The situation has been exacerbated by the rocketing costs of fuel and food, which have been affected by the war in Ukraine and the Covid-19 pandemic.
An international declaration of famine in Somalia has still not been made. This would require specific criteria to be met, which sometimes are hard to prove in situations where data-gathering is impeded.
New Somali president Hassan Shaykh Mohamud recently appealed to wealthier Somalis at home and abroad to help the needy. Mr Mohamud was elected in May following an extended political crisis.
International aid agencies have also been calling for more support.

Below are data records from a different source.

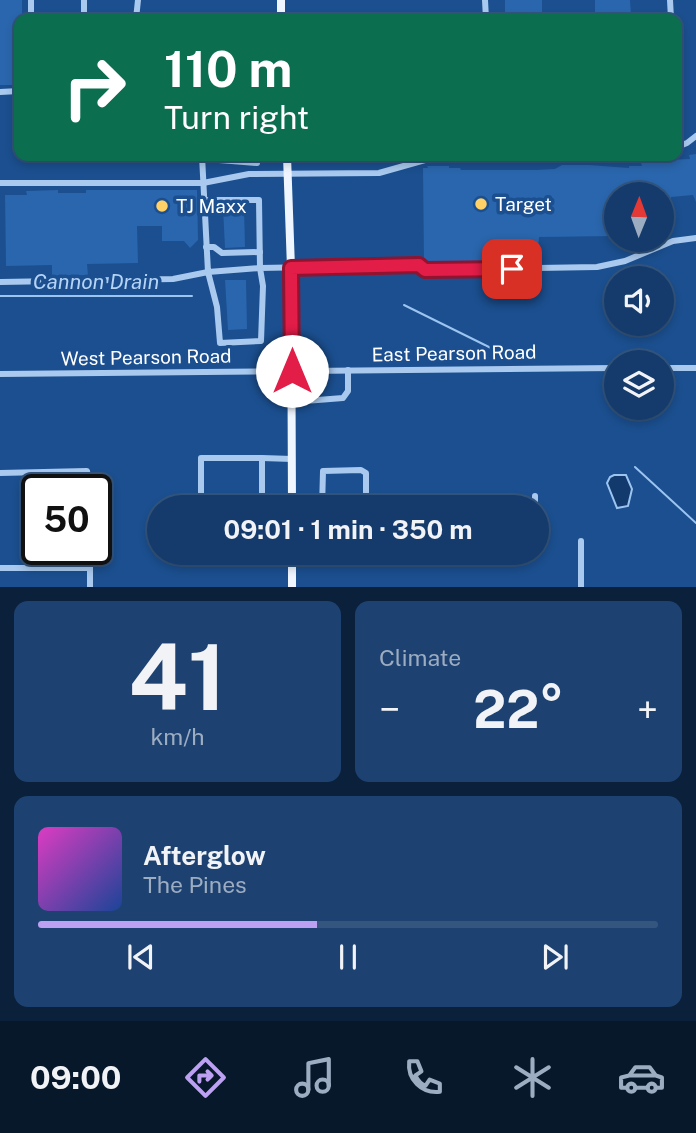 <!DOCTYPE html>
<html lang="en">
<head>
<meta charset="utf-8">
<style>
	body { margin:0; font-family:"Public Sans",sans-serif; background:#1d4271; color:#f1f3f6; height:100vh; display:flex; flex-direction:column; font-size:26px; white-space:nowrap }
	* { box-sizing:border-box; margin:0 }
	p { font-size:23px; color:#9dadc1 }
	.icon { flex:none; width:38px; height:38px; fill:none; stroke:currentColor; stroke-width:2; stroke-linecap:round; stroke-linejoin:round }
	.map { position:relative; height:587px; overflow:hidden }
	.sheet { display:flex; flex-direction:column; gap:14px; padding:14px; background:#0b203b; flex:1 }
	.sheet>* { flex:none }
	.top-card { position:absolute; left:14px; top:14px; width:668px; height:147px; border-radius:14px; box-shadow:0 4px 10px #0003,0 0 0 2px #33557e; background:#0b6e4f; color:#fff; overflow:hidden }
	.needle { width:46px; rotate:1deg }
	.tools { position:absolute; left:604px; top:182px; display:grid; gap:14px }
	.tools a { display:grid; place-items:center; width:70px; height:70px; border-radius:50%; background:#143b6b; box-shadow:0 4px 10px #0003,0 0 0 2px #33557e; font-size:35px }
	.speed { position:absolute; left:21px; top:474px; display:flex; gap:14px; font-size:35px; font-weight:700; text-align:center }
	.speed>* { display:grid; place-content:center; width:91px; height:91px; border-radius:50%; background:#143b6b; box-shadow:0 4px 10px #0003,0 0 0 2px #33557e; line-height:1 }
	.speed .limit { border:4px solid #111; border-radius:10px; background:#fff; color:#111 }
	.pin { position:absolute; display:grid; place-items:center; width:60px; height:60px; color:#fff; margin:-30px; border-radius:14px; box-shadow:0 4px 10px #0006 }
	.me { position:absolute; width:77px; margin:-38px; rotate:0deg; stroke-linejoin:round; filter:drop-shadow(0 0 5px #0008) }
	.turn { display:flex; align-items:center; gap:24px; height:147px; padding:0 35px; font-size:32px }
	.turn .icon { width:91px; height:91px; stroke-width:2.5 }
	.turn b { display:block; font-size:49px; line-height:60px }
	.big { font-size:52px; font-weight:700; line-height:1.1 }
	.sheet .tile { flex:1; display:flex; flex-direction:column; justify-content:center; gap:10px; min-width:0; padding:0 24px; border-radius:14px; background:#1d4271 }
	.sheet .dial { align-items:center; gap:0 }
	.dial b { font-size:91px; line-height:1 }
	.song { display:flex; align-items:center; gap:21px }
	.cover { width:84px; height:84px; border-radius:10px; background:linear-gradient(135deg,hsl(310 70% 55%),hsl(220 70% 35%)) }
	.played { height:7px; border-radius:4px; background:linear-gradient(90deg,#bca0f2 45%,#33557e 45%) }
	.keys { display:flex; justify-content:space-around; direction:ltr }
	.heat { display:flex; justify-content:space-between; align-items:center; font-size:38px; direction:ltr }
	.sheet .tiles { flex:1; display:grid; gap:14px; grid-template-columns:1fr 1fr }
	.tile:last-child { grid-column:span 2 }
	.trip { position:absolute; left:147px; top:495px; width:402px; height:70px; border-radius:35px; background:#143b6b; box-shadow:0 4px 10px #0003,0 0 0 2px #33557e; font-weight:700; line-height:70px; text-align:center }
	.tabs { display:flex; height:112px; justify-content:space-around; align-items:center; background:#08182b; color:#9dadc1 }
	.tabs .icon { width:49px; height:49px }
	.tabs .current { color:#bca0f2 }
	.tabs b { font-size:32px; color:#f1f3f6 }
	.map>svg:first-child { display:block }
	.water { fill:#123a6d; stroke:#9cc4f0; stroke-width:2 }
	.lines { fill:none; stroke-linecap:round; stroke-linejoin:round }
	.stream { stroke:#9cc4f0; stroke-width:2 }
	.building { fill:#2a66ad }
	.minor { stroke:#a9c9ee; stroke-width:6 }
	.major { stroke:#f0f6ff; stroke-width:8 }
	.route-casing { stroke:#92132f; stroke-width:18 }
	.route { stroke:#e11d48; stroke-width:12 }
	.poi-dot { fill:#ffd166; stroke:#1b4f8f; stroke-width:2.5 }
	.labels { text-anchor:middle; stroke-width:7; stroke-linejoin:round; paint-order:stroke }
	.poi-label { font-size:19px; fill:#fff; stroke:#1b4f8f; text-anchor:start }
	.street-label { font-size:19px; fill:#fff; stroke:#1b4f8f }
	.water-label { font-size:21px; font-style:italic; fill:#b5d3f5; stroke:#1b4f8f }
</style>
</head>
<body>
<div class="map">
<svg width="696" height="587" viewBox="0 0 696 587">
	<rect width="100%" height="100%" fill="#1b4f8f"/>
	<polygon class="water" points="614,475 626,475 632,489 628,506 617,508 607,483 610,477"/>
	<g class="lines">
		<g class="stream">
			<polyline points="0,296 192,296"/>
			<polyline points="404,305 497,351"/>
			<polyline points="635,467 696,523"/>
		</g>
	</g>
	<g class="building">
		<polygon points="0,0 22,0 22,19 19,19 19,85 0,85"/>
		<polygon points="505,0 542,0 542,15 533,15 533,19 525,19 525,15 518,16 518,19 505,19"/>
		<polygon points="595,0 630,0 631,15 595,16"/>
		<polygon points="696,154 696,202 693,195 671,197 672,213 662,214 662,194 616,194 616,236 539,237 538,249 520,249 520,254 510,254 511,264 424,265 423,168 428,168 427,166 449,166 449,168 460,168 461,170 537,170 555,169 562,165 589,165 629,168 629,166 642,166 641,163 669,162 669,160 690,159 689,155"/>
		<polygon points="58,190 58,193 86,193 86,190 197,190 198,240 190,248 184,241 162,241 162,226 137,226 138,263 87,264 88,275 52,276 52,265 6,266 5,195 27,195 26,191"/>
		<polygon points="244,207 245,247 225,248 223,208"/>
		<polygon points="225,280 246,280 247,329 228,330"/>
	</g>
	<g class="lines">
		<g class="minor">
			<polyline points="31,0 31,19"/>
			<polyline points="485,0 486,19"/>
			<polyline points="670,0 671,19"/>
			<polyline points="84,19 84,0"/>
			<polyline points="136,19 138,0"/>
			<polyline points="0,92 19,91"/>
			<polyline points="677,147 687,143 696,136"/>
			<polyline points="202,156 208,272 260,268 259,200 204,200"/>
			<polyline points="219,156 219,160 257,163"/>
			<polyline points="491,159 652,156"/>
			<polyline points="0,183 203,183 249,174 379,173 425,160 491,159 491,156"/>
			<polyline points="206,247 214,247 222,253 260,252"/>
			<polyline points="0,282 173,279 208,272 217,307 220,343 261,341 263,286 260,268 419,265 424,270 597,267 625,261 673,241 696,238"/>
			<polyline points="662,368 696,368"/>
			<polyline points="0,374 616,368"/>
			<polyline points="292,402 343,398 348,391 348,370"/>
			<polyline points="262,458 292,459"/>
			<polyline points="0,473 87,471 90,490"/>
			<polyline points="201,508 201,458 262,458 262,508"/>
			<polyline points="322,508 323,471 361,470 366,473 366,508"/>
			<polyline points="535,508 535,496"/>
			<polyline points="581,541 581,587"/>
			<polyline points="90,550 90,587"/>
			<polyline points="292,560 354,560"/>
			<polyline points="0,568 90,568"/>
		</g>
		<g class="major">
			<polyline points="281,0 281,19"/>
			<polyline points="287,156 291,268 292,508"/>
			<polyline points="292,553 292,587"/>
		</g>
	</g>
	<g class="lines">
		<g class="route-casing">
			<polyline id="route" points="292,371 291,268 419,265 425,270 512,269"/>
		</g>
		<use href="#route" class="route"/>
	</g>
	<g class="poi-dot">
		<circle cx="481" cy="204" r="7"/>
		<circle cx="162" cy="206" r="7"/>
	</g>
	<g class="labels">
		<g class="poi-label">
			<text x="495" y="211">Target</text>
			<text x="176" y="213">TJ Maxx</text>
		</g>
		<g class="street-label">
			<text transform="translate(454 353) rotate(-1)" y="7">East Pearson Road</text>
			<text transform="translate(146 357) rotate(-1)" y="7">West Pearson Road</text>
		</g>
		<g class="water-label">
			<text x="96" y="289">Cannon Drain</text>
		</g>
	</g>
</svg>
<div class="tools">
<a><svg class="needle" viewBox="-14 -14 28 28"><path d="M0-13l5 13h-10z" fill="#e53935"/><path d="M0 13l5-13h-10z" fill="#9dadc1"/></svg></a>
<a><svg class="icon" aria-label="sound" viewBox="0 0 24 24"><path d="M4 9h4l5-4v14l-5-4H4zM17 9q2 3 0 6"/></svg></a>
<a><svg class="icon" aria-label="layers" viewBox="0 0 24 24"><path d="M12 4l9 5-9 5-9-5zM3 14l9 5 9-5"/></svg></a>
</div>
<div class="speed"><div class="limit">50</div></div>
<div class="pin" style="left:512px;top:269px;background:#d93025"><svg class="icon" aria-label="arrive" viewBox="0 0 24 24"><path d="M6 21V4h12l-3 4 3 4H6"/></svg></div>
<svg class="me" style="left:292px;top:371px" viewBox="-20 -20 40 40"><circle r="19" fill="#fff"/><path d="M0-13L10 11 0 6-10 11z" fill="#e11d48"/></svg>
<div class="trip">09:01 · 1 min · 350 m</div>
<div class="top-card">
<div class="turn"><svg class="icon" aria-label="right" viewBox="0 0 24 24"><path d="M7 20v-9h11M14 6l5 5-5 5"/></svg><div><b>110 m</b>Turn right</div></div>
</div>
</div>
<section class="sheet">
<div class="tiles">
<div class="tile dial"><b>41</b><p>km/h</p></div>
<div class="tile"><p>Climate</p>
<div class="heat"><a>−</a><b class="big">22°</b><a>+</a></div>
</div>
<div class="tile">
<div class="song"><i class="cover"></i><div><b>Afterglow</b><p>The Pines</p></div></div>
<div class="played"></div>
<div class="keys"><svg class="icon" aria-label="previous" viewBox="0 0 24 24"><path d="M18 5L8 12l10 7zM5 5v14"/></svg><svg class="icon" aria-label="pause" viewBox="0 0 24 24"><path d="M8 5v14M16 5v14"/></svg><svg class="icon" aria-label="next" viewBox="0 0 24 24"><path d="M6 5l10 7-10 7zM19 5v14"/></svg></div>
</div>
</div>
</section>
<nav class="tabs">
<b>09:00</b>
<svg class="icon current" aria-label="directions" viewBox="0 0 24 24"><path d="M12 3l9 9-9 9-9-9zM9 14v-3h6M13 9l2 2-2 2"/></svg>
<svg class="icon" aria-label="music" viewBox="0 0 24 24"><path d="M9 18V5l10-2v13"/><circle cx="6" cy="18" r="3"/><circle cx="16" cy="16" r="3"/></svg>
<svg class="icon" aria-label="phone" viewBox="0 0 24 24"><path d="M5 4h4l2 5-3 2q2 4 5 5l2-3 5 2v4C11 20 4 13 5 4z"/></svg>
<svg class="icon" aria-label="climate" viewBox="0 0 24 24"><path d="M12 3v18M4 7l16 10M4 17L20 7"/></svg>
<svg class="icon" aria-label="car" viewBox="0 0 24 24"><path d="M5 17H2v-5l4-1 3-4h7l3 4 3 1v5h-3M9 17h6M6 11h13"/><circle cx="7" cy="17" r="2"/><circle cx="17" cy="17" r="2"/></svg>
</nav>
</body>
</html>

“Vulnerable communities are the hardest hit by the effects of the climate crisis, leaving many families unprotected and increasing displacement,” said the UN Refugee Agency’s Somalia representative, Magatte Guisse, in a statement this week. “The Somalia situation was already one of the most underfunded before this latest crisis. While we and humanitarian partners are doing what we can to respond, we simply have insufficient resources. The international community must step up to save lives and support this humanitarian response.”
Somalia has experienced a series of droughts in recent decades. One-quarter of a million people are said to have died in 2011, during Somalia’s last famine, which occurred amid a prolonged drought.
A large portion of Somalia’s population are pastoralists who live off their livestock, but many have been left without any way to survive after their animals perished. Millions of livestock are thought to have died.
An international aid response is made more complicated because large parts of Somalia are controlled by Islamic militant group Al Shabaab.
Ethiopia and Kenya are also affected by the drought, with four million people facing crisis levels of food insecurity in Kenya. Nearly 10 million people are in need of aid in drought-affected regions of Ethiopia, according to the World Food Programme which says it has been forced to cut food rations and only treat 17 per cent of malnourished children and mothers across southern and southeastern Ethiopia due to severe funding shortages. About 3.4 million livestock have died in southern Ethiopia, according to the country’s government.